[[ Information supplied open ]]

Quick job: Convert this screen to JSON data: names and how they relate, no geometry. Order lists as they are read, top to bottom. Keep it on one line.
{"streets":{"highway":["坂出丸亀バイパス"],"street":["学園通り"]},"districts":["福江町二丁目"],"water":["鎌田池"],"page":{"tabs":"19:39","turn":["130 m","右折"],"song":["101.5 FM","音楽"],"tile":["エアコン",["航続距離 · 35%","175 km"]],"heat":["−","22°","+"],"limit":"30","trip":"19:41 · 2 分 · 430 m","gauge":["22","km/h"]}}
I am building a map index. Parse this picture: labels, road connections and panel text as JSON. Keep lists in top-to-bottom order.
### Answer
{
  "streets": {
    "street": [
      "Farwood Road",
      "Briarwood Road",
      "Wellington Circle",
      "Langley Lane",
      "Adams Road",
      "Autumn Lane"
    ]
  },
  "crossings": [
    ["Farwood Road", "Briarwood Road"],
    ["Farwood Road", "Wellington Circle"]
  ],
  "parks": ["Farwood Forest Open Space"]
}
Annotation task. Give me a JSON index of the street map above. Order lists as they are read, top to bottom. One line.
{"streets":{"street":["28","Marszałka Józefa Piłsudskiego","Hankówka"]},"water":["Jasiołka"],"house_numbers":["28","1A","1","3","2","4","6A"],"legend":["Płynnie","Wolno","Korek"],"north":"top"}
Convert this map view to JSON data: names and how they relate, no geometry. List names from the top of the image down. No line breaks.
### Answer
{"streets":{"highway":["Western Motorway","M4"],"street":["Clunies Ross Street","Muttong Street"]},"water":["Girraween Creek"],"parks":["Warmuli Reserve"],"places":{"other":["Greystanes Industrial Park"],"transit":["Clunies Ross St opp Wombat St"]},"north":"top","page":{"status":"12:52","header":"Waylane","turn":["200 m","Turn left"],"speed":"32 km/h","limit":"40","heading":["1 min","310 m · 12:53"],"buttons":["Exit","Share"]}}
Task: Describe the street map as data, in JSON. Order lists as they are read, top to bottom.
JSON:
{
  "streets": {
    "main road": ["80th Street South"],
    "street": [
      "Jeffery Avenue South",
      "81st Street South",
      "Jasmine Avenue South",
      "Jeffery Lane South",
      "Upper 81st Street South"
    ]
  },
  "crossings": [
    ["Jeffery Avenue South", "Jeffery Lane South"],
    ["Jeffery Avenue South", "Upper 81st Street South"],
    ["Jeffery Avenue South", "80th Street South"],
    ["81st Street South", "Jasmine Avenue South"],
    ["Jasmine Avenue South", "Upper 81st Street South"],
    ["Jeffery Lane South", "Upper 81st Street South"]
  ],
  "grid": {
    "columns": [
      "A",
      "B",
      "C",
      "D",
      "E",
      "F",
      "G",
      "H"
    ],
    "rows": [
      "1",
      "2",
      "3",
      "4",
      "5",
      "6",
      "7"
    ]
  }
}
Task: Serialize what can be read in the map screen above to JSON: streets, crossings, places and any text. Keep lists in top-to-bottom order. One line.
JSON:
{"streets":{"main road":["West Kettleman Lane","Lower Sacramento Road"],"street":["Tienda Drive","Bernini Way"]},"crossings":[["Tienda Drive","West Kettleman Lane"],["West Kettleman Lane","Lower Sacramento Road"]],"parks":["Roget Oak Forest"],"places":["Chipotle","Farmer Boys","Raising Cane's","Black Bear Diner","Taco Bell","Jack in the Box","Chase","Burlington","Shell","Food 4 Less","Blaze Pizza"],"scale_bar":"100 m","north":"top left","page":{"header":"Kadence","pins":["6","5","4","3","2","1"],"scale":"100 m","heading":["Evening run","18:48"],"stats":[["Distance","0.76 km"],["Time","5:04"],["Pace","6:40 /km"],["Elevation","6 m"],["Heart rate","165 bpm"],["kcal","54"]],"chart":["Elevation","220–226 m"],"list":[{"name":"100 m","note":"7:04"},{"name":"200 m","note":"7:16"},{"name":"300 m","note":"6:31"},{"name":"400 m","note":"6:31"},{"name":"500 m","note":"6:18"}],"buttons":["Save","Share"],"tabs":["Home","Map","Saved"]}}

[[ Information supplied closed ]]

> [Work order]: Filter the data above, keeping only lines that include the string "text".

> [Output of the exercise]:
I am building a map index. Parse this picture: labels, road connections and panel text as JSON. Keep lists in top-to-bottom order.
Task: Serialize what can be read in the map screen above to JSON: streets, crossings, places and any text. Keep lists in top-to-bottom order. One line.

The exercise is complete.